** Opening Records block **

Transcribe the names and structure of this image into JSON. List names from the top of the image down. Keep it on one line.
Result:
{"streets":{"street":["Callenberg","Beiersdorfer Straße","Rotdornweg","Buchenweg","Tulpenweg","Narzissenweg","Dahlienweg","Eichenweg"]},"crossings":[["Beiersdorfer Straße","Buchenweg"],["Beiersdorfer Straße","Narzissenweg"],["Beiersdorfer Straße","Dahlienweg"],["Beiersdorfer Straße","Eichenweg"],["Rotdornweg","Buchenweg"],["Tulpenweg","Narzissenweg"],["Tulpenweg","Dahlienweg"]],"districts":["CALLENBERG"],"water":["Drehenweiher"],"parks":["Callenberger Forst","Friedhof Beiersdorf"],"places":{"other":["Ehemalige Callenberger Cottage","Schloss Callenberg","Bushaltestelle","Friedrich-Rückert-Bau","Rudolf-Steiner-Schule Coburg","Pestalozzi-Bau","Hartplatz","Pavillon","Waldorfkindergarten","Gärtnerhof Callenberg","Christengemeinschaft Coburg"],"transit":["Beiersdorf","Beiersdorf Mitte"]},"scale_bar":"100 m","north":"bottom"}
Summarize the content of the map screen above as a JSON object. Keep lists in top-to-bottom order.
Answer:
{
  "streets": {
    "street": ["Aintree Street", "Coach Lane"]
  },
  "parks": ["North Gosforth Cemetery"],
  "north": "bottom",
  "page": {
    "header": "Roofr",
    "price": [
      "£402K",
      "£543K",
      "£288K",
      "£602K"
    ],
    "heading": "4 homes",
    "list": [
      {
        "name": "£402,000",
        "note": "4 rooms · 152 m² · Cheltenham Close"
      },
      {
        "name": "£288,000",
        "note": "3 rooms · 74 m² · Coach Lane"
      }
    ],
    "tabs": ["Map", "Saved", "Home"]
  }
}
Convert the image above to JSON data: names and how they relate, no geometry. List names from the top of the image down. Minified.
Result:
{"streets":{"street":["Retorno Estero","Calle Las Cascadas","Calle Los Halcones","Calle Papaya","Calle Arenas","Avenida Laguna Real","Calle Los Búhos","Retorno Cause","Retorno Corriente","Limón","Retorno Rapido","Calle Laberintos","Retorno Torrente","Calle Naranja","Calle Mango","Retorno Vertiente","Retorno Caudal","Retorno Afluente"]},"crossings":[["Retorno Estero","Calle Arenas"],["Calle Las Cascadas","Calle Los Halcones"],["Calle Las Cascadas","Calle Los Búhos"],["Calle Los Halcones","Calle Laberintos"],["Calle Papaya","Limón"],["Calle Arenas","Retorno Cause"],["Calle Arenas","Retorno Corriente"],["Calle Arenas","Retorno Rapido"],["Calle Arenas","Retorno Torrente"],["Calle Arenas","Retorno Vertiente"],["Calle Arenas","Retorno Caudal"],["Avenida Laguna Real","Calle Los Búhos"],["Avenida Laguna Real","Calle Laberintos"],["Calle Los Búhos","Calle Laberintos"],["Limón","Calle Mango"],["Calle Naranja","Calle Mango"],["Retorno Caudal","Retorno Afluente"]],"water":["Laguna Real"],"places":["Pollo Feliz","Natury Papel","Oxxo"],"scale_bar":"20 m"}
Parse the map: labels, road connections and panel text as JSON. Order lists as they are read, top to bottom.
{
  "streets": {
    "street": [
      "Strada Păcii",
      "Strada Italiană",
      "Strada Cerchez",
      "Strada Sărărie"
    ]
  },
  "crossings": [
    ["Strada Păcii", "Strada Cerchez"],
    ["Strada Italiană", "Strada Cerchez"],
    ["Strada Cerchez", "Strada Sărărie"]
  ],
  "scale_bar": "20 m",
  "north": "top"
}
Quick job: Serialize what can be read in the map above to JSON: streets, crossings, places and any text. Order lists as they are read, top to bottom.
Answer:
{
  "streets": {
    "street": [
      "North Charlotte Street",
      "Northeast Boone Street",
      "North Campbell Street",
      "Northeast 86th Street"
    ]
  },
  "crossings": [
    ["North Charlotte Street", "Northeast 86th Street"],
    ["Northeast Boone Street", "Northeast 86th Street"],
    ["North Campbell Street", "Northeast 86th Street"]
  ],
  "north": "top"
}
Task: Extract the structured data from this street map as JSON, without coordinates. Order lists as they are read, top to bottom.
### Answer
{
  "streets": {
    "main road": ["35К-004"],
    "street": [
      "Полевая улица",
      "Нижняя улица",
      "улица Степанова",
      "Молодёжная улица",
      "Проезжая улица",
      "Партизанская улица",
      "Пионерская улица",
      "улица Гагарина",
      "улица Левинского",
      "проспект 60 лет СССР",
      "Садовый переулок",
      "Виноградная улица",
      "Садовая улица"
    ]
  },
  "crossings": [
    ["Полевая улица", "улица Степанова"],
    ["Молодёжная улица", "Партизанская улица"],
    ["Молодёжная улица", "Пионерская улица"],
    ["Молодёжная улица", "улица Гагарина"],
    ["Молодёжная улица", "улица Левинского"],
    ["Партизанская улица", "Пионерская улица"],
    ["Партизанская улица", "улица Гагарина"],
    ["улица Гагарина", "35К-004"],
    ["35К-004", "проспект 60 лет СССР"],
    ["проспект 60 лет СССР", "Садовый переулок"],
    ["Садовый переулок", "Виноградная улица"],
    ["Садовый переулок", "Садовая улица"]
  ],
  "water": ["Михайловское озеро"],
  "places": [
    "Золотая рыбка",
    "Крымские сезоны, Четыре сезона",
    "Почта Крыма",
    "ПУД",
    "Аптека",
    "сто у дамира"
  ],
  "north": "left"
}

** Closing Records block **

* _Work item_
In the entries above, tally the lines that include the string "from". Give the figure only.

* _Solved problem_
3